MALANG KOTA – Tenant Malang Plaza yang terimbas kebakaran sudah berjualan di Sarinah. Sementara ini ada 81 pedagang yang berjualan di lokasi tersebut. Diperkirakan jumlahnya bisa bertambah karena masih ada 14 stan yang kosong.
Sebelumnya, mereka berjualan di Malang Plaza, Jalan KH Agus Salim. Tapi awal Mei lalu terjadi kebakaran, sehingga mereka harus direlokasi ke Sarinah di Jalan Merdeka Utara. Beroperasinya pedagang di Sarinah dibuka oleh Wali Kota Malang Sutiaji, kemarin.
Juru Bicara Tenant Malang Plaza Fatkhul Aziz mengatakan, pihaknya masih mendata pedagang yang ingin berjualan di Sarinah. Tidak semua tenant yang terimbas kebakaran menempati lapak di lantai 2 Sarinah.
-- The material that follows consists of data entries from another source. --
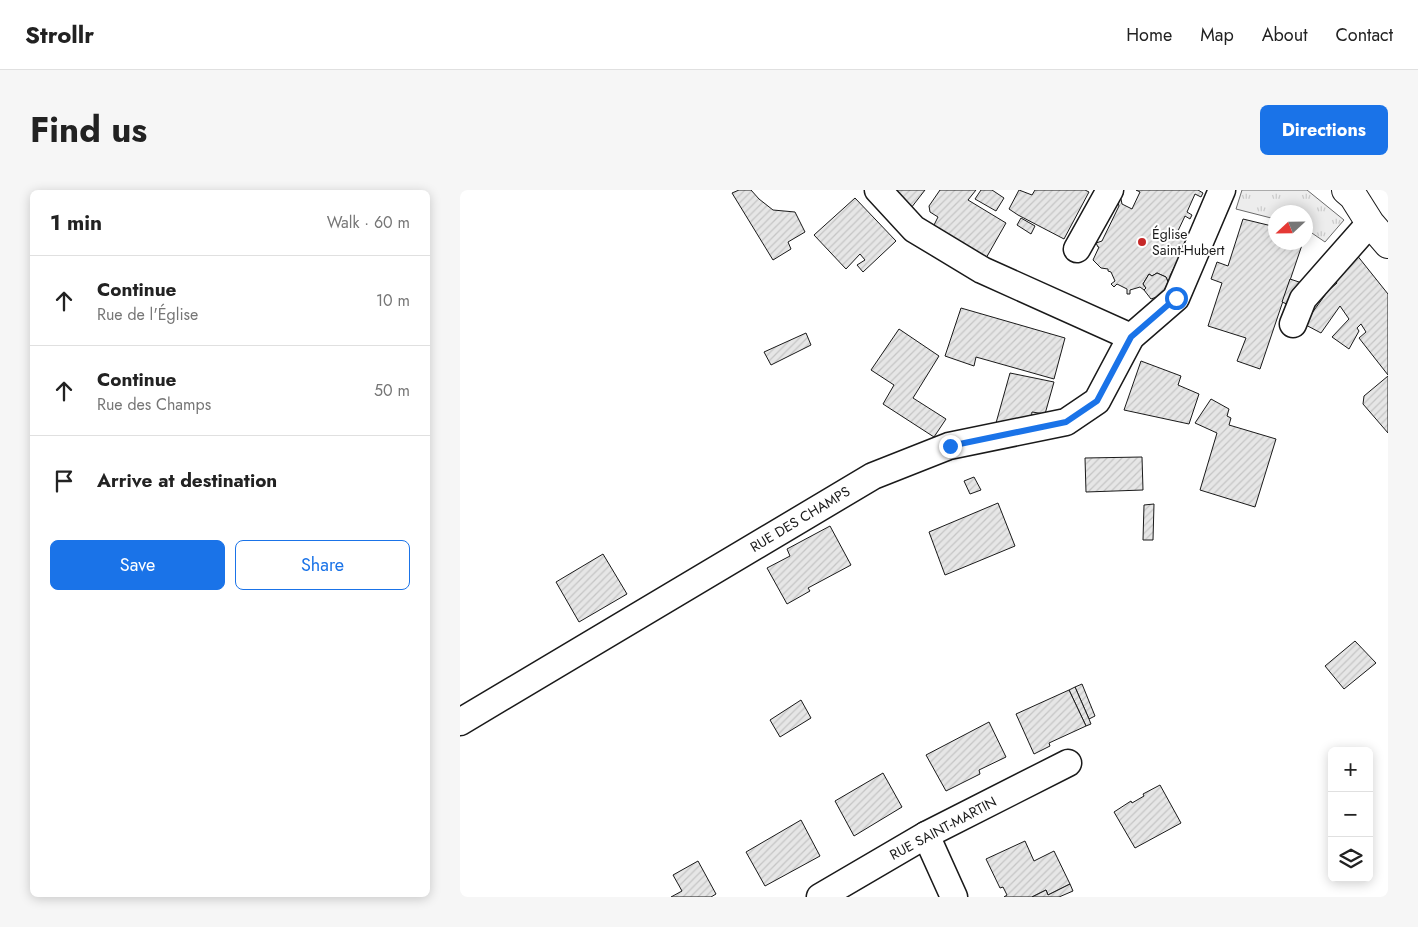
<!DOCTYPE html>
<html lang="en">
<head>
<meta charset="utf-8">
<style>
  body { margin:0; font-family:Jost,sans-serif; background:#f6f6f6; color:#222 }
  .controls { position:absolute; right:15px; bottom:15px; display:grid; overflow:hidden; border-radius:8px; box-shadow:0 2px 12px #0003 }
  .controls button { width:45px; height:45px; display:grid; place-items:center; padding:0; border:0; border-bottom:1px solid #e0e0e0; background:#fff; color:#222; font:25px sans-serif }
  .compass { position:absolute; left:808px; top:15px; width:45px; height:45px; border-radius:50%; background:#fff; box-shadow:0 2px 12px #0003; rotate:248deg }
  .stop { position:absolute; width:15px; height:15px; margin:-11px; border:4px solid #1a73e8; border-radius:50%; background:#fff }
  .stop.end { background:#1a73e8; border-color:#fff; box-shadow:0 1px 5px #0008 }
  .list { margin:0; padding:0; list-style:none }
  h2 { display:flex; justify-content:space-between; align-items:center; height:65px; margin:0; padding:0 20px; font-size:21px }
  h2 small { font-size:16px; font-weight:400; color:#767676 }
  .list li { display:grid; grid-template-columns:32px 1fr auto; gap:15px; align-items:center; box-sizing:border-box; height:90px; padding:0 20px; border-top:1px solid #e0e0e0 }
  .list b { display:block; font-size:19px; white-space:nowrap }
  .list p { margin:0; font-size:16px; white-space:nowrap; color:#767676 }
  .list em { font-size:16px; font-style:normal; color:#767676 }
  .actions { display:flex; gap:10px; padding:15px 20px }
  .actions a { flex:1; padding:11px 0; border:1px solid #1a73e8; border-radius:8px; text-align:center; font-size:18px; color:#1a73e8 }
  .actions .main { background:#1a73e8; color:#fff }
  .icon { flex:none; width:28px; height:28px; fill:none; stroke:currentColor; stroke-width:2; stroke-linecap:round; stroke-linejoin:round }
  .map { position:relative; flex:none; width:928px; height:707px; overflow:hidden; border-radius:8px }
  header { display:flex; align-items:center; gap:30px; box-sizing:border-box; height:70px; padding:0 25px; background:#fff; border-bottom:1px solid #e0e0e0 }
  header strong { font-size:24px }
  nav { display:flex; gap:28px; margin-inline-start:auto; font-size:18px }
  .intro { display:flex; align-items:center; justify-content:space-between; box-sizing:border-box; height:120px; padding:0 30px }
  h1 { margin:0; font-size:35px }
  .button { padding:12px 22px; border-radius:8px; background:#1a73e8; color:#fff; font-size:18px; font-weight:700 }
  main { display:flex; gap:30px; padding:0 30px }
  aside { flex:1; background:#fff; border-radius:8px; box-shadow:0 2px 12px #0003 }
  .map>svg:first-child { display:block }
  .park { fill:url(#park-tufts); stroke:#6a6a6a }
  .building { fill:url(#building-hatch); stroke:#1a1a1a }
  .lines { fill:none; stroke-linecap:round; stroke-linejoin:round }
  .street-casing { stroke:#1a1a1a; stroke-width:29 }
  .secondary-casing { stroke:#1a1a1a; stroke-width:30 }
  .street { stroke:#fff; stroke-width:26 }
  .secondary { stroke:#fff; stroke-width:28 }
  .route { stroke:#1a73e8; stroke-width:6 }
  .poi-dot { fill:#c62828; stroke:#fff; stroke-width:2 }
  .labels { text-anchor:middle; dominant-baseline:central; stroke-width:4; stroke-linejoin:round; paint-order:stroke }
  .poi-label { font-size:14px; fill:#1a1a1a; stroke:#fff; text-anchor:start }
  .street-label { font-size:14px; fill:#1a1a1a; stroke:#fff }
</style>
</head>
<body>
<header>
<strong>Strollr</strong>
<nav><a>Home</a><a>Map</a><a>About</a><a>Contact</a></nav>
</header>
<div class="intro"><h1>Find us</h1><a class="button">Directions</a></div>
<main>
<aside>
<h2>1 min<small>Walk · 60 m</small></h2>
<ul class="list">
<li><svg class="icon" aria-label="ahead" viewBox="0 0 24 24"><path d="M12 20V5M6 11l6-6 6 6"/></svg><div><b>Continue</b><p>Rue de l'Église</p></div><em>10 m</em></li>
<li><svg class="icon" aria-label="ahead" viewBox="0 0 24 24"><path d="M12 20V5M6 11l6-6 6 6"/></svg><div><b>Continue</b><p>Rue des Champs</p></div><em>50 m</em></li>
<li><svg class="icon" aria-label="arrive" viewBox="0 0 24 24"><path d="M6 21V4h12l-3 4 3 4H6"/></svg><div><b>Arrive at destination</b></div></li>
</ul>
<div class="actions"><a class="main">Save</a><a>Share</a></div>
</aside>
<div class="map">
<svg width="928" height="707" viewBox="0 0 928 707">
  <defs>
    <pattern id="park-tufts" width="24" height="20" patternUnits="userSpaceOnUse" patternTransform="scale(1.25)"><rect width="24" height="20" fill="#ededed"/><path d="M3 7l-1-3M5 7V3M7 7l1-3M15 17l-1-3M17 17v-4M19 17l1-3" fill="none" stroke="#cbcbcb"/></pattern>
    <pattern id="building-hatch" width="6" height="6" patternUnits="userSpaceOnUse" patternTransform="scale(1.25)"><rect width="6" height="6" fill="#e6e6e6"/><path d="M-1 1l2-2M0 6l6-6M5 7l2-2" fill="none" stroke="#c5c5c5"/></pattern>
  </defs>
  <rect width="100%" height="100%" fill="#fff"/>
  <path class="park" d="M 782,0 L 847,0 L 884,30 L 865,52 L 846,39 L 846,22 L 816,22 L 815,29 L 776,19 Z"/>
  <g class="building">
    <path d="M 279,0 L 291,0 L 299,9 L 313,20 L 335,22 L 345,42 L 328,52 L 331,59 L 313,70 L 272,3 Z"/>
    <path d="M 435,0 L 465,0 L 451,18 Z"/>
    <path d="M 480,0 L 516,0 L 508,10 L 546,33 L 525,70 L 473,37 L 478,27 L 470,22 L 469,16 Z"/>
    <path d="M 521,0 L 532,0 L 544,8 L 536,21 L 515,9 Z"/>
    <path d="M 559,0 L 572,5 L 575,0 L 625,0 L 629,2 L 604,49 L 558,25 L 549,19 Z"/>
    <path d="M 676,0 L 738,0 L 743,3 L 741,7 L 735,4 L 727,22 L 732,25 L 730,29 L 725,26 L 717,43 L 726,48 L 731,46 L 727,51 L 710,86 L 712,92 L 709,94 L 706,87 L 697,83 L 692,86 L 689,84 L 683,94 L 686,98 L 684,100 L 680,97 L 670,100 L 670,104 L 667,104 L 667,99 L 657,94 L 654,97 L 651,94 L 655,91 L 651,82 L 648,81 L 648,79 L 641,78 L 633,70 L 639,57 L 638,57 L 636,53 L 642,51 L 659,16 L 657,10 L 661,9 L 662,14 L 672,19 L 680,2 Z"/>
    <path d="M 395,8 L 436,51 L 403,82 L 397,75 L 405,70 L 400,64 L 386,79 L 354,45 Z"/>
    <path d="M 561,28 L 575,36 L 571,44 L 557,35 Z"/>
    <path d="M 783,29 L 816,37 L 816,52 L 843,52 L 800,179 L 777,171 L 786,148 L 748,136 L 762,93 L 751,89 L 757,72 L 768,76 Z"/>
    <path d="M 896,64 L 928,104 L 928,185 L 899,148 L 906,142 L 901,134 L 897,138 L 899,141 L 889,159 L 872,147 L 889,129 L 880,116 L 861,143 L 844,134 L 868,101 L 877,93 L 873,87 Z"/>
    <path d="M 697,83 L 706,87 L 708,92 L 702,105 L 691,109 L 684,100 L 686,98 L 683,94 L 689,84 L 692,86 Z"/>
    <path d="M 830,89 L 842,93 L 829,115 L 822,112 Z"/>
    <path d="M 501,118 L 605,148 L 594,189 L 516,167 L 514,176 L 485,166 Z"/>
    <path d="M 439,139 L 479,166 L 453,208 L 486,229 L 474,247 L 423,214 L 434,195 L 411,180 Z"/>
    <path d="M 346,143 L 351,155 L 311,175 L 304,162 Z"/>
    <path d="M 681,171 L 721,186 L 718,195 L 739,204 L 729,234 L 664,220 Z"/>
    <path d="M 550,183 L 594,192 L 585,224 L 572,222 L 571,229 L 536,233 Z"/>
    <path d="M 928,186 L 928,243 L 903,214 L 904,206 Z"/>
    <path d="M 751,209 L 769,219 L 767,226 L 771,228 L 769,235 L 816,249 L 795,317 L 740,300 L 757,243 L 735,233 Z"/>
    <path d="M 682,267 L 683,300 L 626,302 L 625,268 Z"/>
    <path d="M 514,287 L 521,300 L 510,304 L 504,291 Z"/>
    <path d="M 538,313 L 555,356 L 485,385 L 469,342 Z"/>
    <path d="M 694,314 L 693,350 L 683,350 L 684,315 Z"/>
    <path d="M 370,336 L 391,375 L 348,398 L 350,401 L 327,414 L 307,378 L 330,366 L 327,359 Z"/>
    <path d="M 143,364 L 167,404 L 119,432 L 96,392 Z"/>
    <path d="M 895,451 L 916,473 L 884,499 L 865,476 Z"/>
    <path d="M 622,494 L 635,526 L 629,529 L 615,497 Z"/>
    <path d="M 615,497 L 629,529 L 631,534 L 626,536 L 609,500 Z"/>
    <path d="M 609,500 L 626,536 L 589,553 L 590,556 L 574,564 L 556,524 Z"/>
    <path d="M 341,510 L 351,528 L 320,547 L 310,530 Z"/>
    <path d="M 529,532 L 546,567 L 519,580 L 520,584 L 486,601 L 466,565 Z"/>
    <path d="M 423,583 L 442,617 L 394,646 L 375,611 Z"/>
    <path d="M 700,595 L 721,633 L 675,658 L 654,622 L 671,611 L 672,613 L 684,606 L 683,604 Z"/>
    <path d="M 341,630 L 360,666 L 305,696 L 286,662 Z"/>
    <path d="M 565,651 L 574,671 L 594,661 L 610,694 L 588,705 L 586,700 L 572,707 L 544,707 L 547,705 L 543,697 L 540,698 L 526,669 Z"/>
    <path d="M 238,671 L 256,704 L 251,707 L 211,707 L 222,701 L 213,685 Z"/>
    <path d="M 610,694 L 613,701 L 599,707 L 572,707 L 586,700 L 588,705 Z"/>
  </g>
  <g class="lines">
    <g class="street-casing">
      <g id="street">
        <path d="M 418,0 L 454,39 L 522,80 L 671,147"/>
        <path d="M 617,59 L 650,0"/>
        <path d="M 833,134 L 843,109 L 910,33"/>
        <path d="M 0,532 L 413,286 L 489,256 L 606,232 L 637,211 L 671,147 L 716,108 L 762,0"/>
        <path d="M 466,645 L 494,707"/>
        <path d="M 360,707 L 466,645 L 608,573"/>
      </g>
    </g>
    <g class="secondary-casing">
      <path id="secondary" d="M 886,0 L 893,6 L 910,33 L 928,54"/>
    </g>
    <use href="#street" class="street"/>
    <use href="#secondary" class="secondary"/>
  </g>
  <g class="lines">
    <path class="route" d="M 490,256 L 606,232 L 637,211 L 671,147 L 716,108"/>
  </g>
  <circle class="poi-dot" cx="682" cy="52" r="5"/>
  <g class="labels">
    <g class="poi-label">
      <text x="692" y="44">Église<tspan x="692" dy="16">Saint-Hubert</tspan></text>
    </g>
    <g class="street-label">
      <text transform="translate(340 329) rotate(-31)">RUE DES CHAMPS</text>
      <text transform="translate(483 638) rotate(-28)">RUE SAINT-MARTIN</text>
    </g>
  </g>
</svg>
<div class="controls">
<button>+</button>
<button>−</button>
<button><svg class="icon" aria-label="layers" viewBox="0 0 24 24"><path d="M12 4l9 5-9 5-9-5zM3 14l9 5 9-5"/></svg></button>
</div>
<svg class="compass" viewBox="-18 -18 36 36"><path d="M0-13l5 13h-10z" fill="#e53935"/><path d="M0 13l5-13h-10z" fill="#767676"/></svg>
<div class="stop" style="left:716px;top:108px"></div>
<div class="stop end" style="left:490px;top:256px"></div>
</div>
</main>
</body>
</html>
Beberapa pedagang terpaksa beralih pekerjaan. ”Mungkin sekitar 10 pedagang (beralih pekerjaan) karena barang dagangan dan modalnya habis," kata dia.
Terkait langkah pedagang ke depan, Aziz mengatakan, sementara ini mereka fokus mengembangkan tempat relokasi. "Kalau untuk ganti rugi dan lainnya, kami belum tahu. Yang jelas kami sudah mendata pedagang yang terdampak dan seluruh kerugian yang dialami," imbuhnya.
Sementara itu, Wali Kota Malang Sutiaji mengapresiasi manajemen Malang Plaza, Sarinah, maupun pedagang saling berkolaborasi. ”Tanpa kolaborasi, relokasi tidak akan terwujud," tegasnya.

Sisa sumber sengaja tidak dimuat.